# [Material for this task]
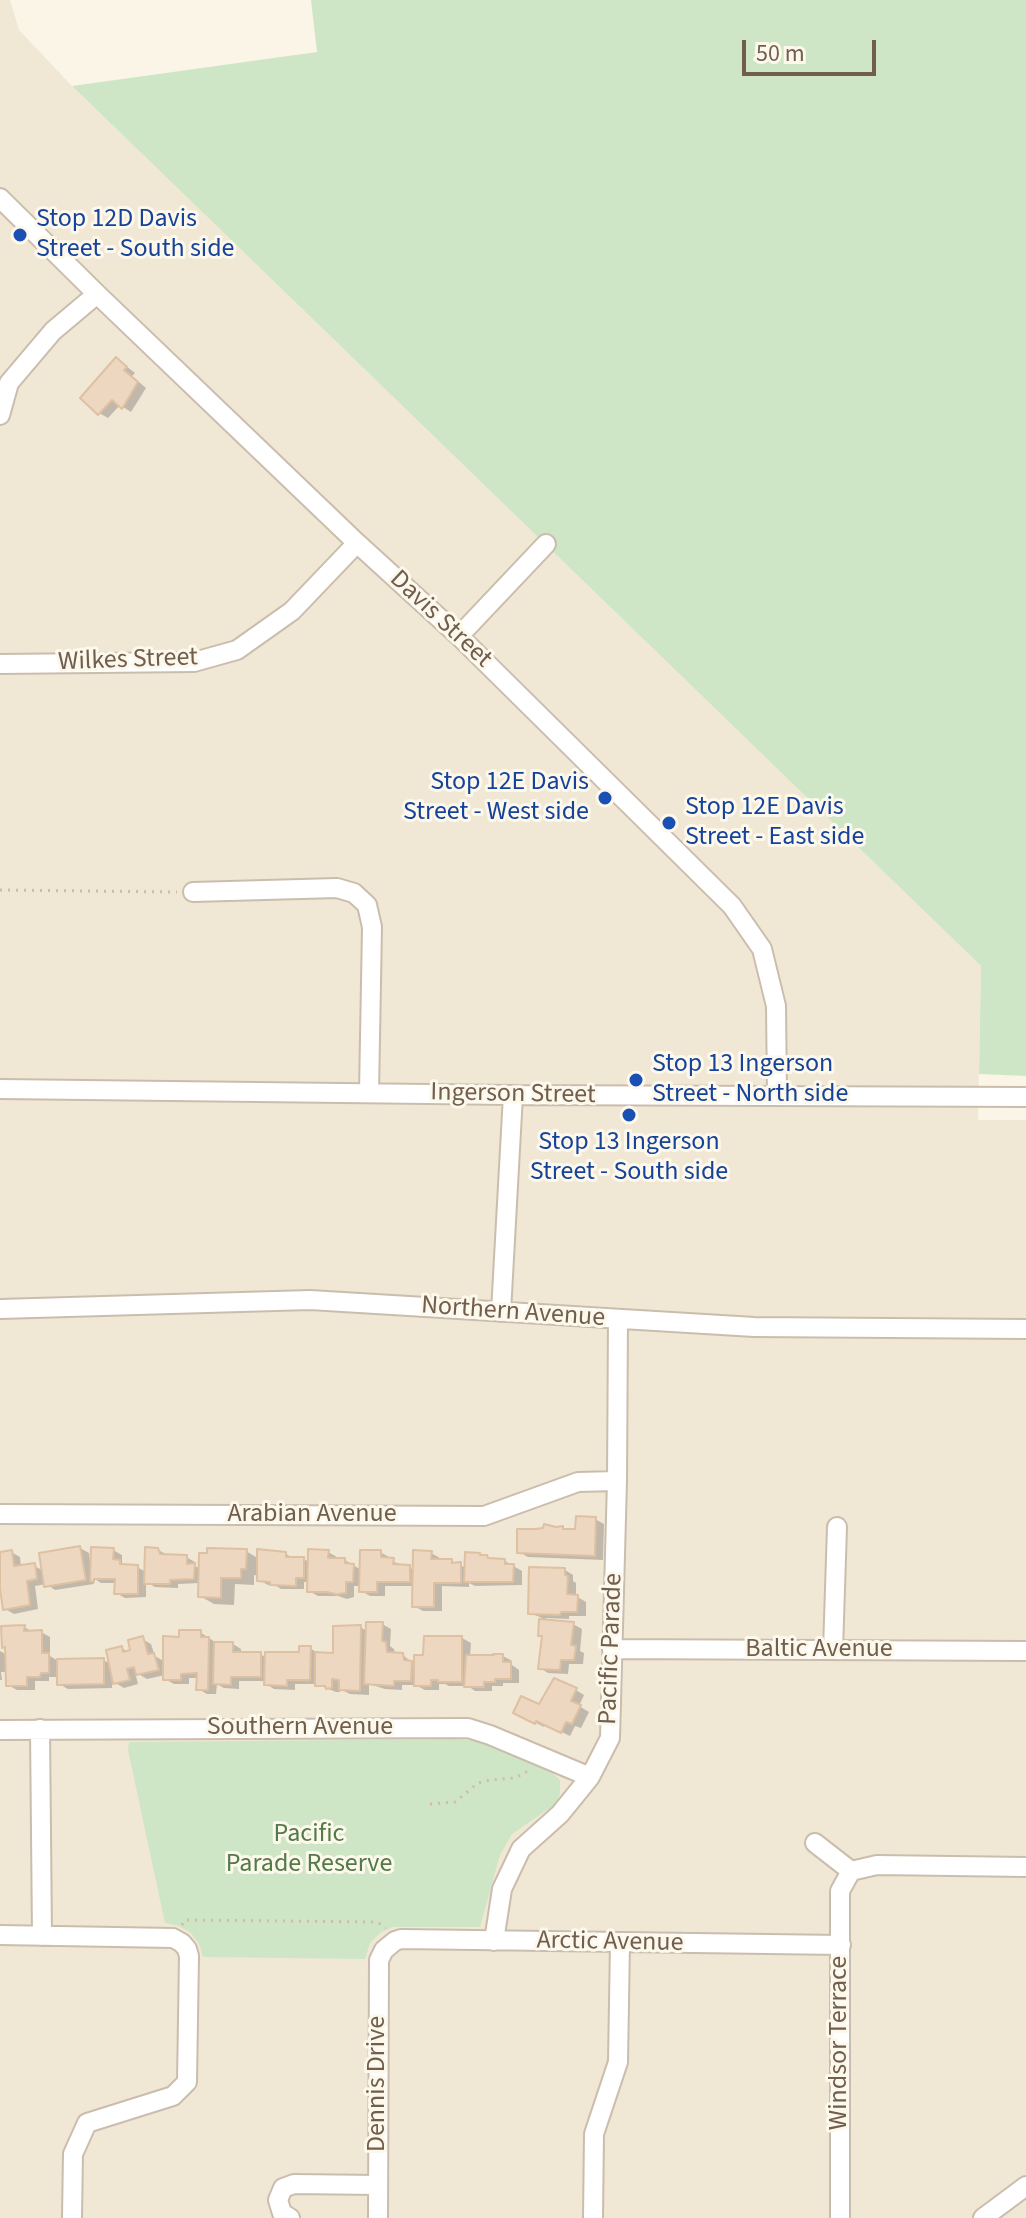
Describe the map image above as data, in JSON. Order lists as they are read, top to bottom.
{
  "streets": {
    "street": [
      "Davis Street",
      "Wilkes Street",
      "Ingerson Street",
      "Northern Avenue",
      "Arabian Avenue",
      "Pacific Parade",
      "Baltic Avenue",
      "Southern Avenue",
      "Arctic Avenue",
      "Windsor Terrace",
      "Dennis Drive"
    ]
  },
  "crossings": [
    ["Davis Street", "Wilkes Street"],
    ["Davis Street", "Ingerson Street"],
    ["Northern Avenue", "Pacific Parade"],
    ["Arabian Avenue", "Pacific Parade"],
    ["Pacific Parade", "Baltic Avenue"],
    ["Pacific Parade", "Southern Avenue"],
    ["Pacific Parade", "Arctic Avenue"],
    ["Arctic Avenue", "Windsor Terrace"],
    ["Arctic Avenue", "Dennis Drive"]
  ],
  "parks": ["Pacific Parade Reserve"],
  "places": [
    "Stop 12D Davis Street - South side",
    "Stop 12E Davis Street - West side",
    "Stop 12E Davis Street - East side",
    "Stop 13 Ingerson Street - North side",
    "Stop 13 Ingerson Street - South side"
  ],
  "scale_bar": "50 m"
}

==

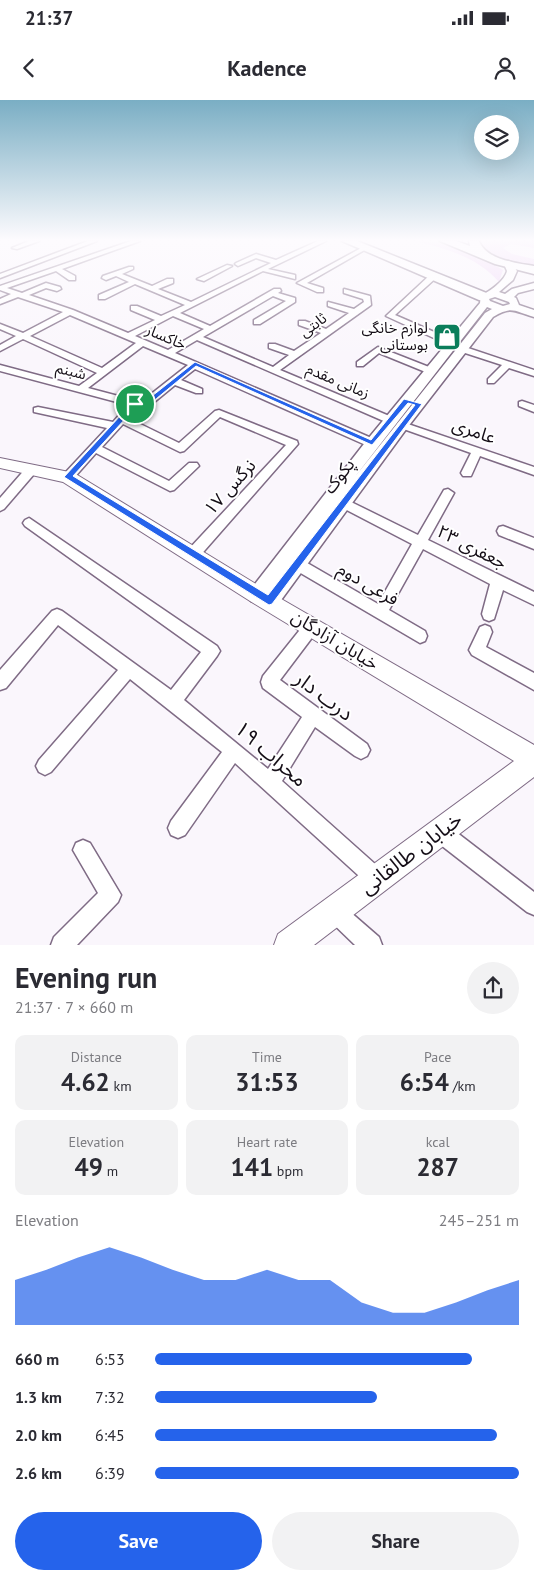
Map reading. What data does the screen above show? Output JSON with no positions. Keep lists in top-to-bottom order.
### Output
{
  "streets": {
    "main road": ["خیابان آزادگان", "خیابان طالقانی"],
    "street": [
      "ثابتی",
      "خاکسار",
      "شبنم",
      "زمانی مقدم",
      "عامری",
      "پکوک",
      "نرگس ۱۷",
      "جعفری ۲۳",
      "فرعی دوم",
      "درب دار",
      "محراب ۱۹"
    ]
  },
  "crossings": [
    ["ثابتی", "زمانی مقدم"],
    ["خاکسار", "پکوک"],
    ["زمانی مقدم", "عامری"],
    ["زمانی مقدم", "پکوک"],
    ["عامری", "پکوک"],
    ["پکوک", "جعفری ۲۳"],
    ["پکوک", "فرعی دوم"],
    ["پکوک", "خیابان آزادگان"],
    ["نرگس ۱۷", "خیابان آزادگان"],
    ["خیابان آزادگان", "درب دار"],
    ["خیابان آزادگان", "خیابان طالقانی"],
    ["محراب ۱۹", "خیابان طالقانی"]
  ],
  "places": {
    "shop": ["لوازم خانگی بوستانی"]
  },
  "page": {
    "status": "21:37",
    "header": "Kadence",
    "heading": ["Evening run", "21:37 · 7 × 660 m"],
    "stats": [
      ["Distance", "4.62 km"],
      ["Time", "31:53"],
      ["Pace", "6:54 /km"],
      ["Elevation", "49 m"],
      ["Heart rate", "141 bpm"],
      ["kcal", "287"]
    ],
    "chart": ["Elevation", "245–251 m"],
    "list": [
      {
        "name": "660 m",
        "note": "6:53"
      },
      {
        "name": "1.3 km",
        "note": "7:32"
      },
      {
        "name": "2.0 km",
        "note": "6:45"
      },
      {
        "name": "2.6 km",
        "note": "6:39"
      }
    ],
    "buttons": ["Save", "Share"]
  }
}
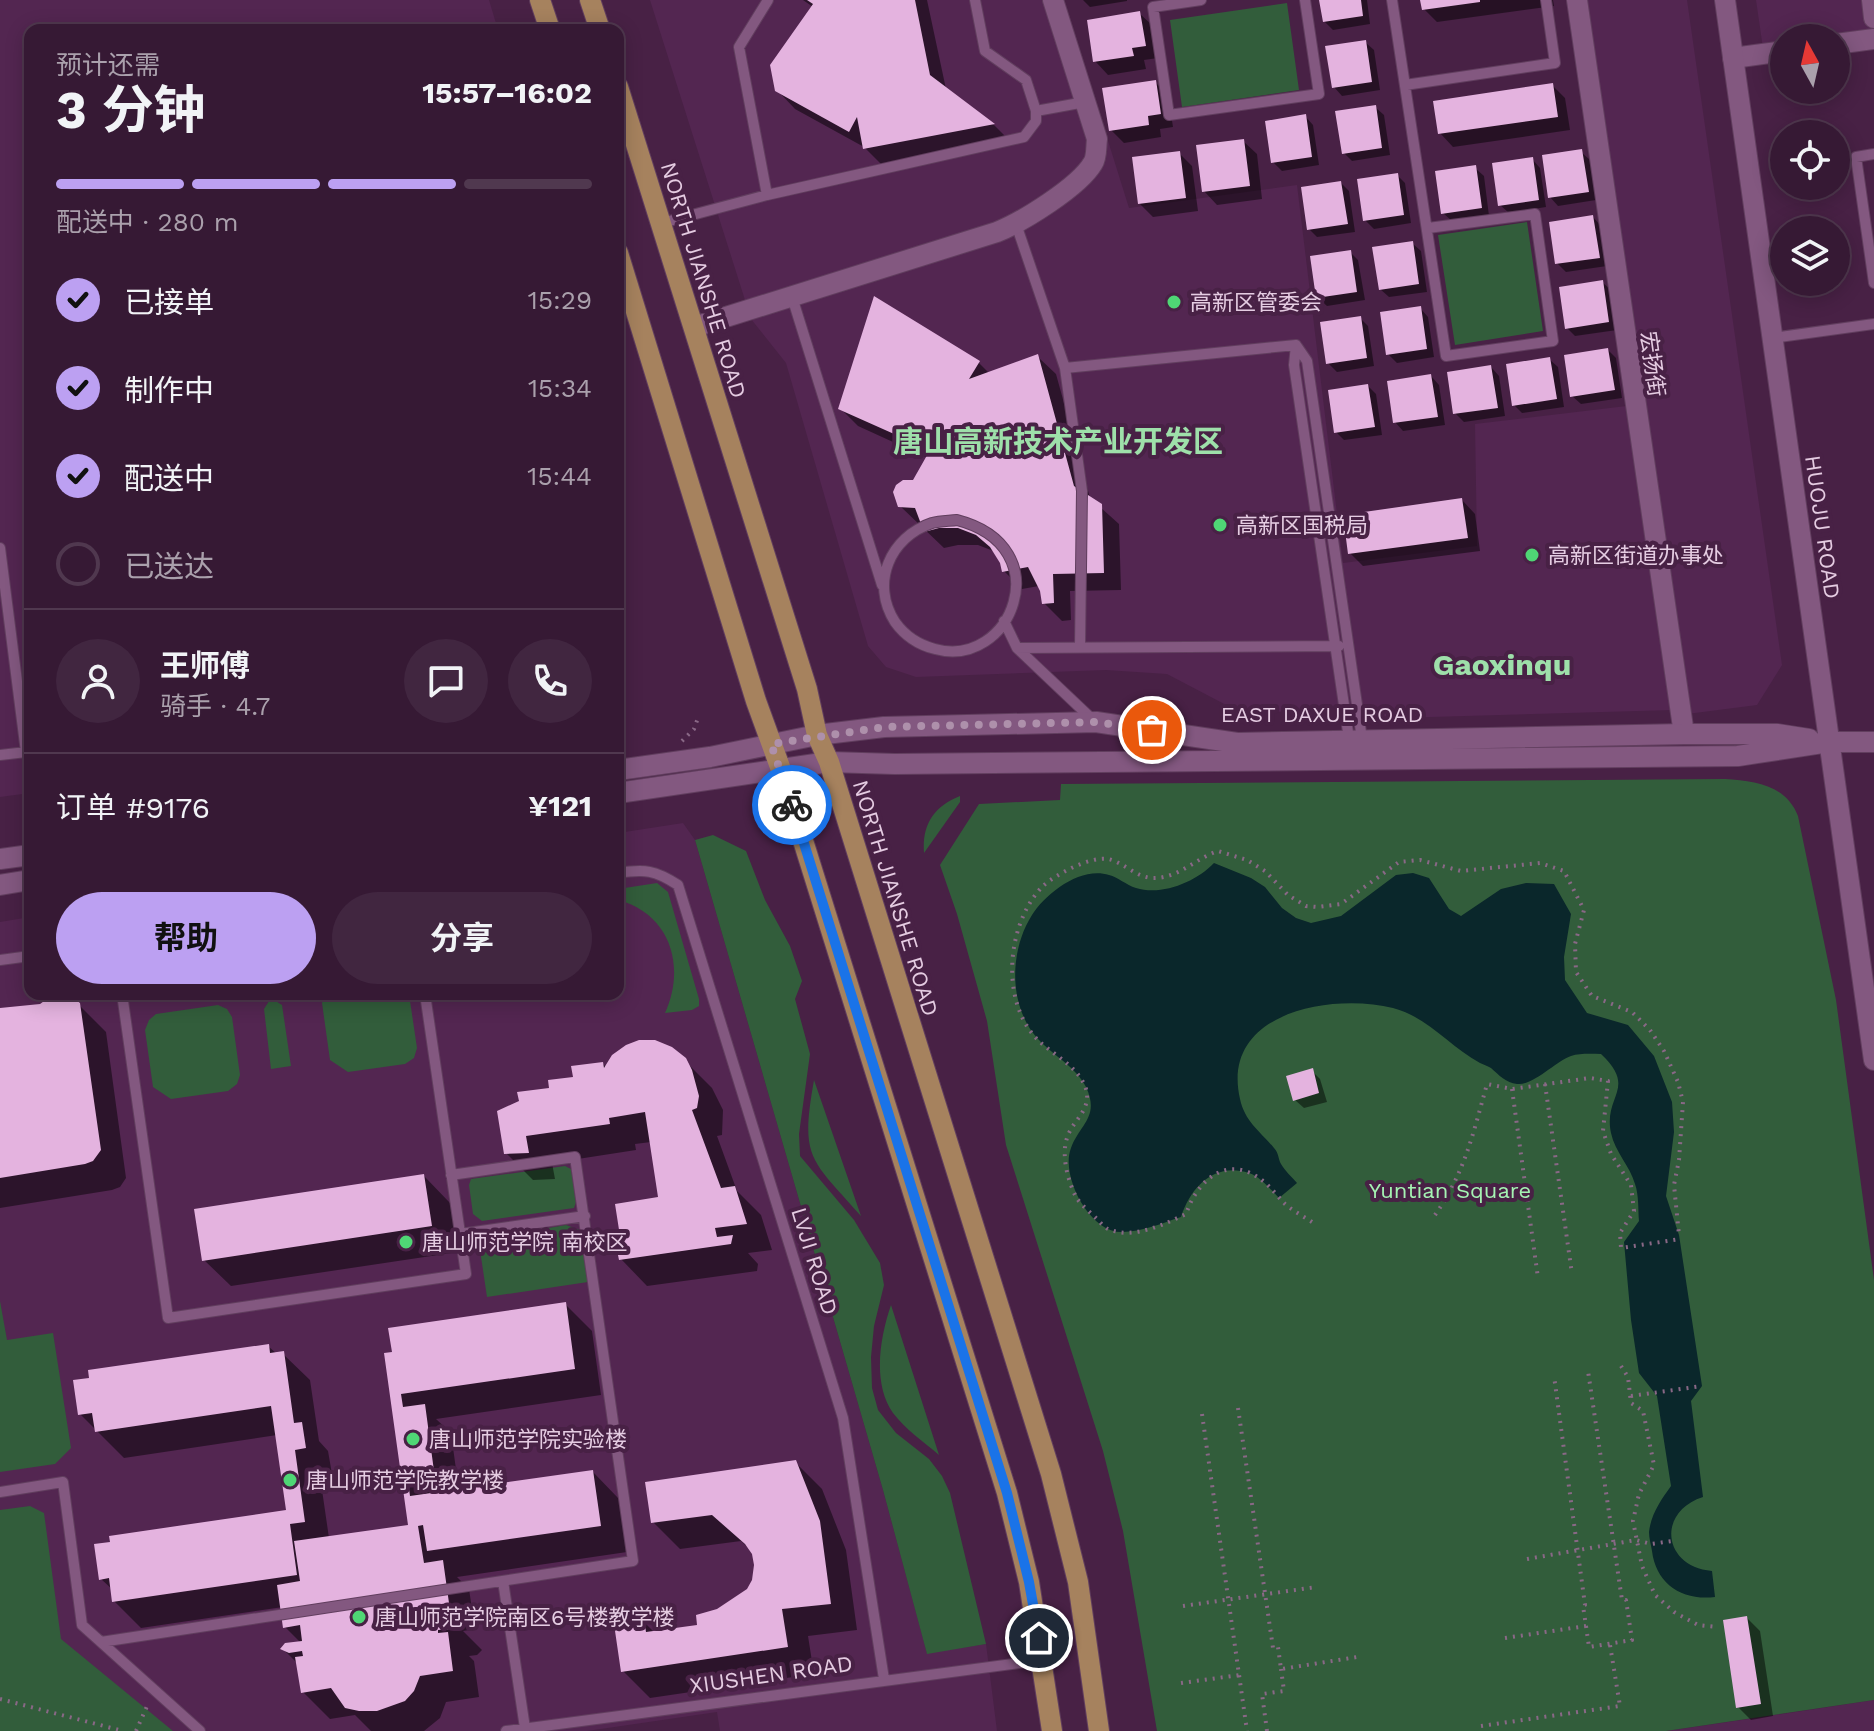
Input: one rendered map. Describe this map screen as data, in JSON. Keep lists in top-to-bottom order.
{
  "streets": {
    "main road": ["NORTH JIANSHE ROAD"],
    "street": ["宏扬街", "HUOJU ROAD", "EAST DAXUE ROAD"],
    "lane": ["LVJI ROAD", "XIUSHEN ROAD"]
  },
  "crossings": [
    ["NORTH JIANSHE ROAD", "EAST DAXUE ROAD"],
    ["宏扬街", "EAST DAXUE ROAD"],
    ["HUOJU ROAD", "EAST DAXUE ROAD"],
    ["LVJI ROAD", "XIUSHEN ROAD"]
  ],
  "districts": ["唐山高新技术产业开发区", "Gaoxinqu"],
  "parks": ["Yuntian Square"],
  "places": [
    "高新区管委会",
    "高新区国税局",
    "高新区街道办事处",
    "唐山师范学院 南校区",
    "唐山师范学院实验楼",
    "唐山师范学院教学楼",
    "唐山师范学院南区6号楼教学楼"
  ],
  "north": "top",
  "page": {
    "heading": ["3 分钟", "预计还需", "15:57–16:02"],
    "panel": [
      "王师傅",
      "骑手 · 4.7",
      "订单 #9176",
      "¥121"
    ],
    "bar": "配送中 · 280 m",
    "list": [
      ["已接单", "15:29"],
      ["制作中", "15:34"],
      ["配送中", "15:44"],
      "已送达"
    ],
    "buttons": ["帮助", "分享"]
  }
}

# [Your instructions]
Copy out every line of the material above that mentions the word "data".

# [Final answer]
Describe the map image above as data, in JSON. Order lists as they are read, top to bottom.
Map reading. What data does the screen above show? Output JSON with no positions. Keep lists in top-to-bottom order.
Input: one rendered map. Describe this map screen as data, in JSON. Keep lists in top-to-bottom order.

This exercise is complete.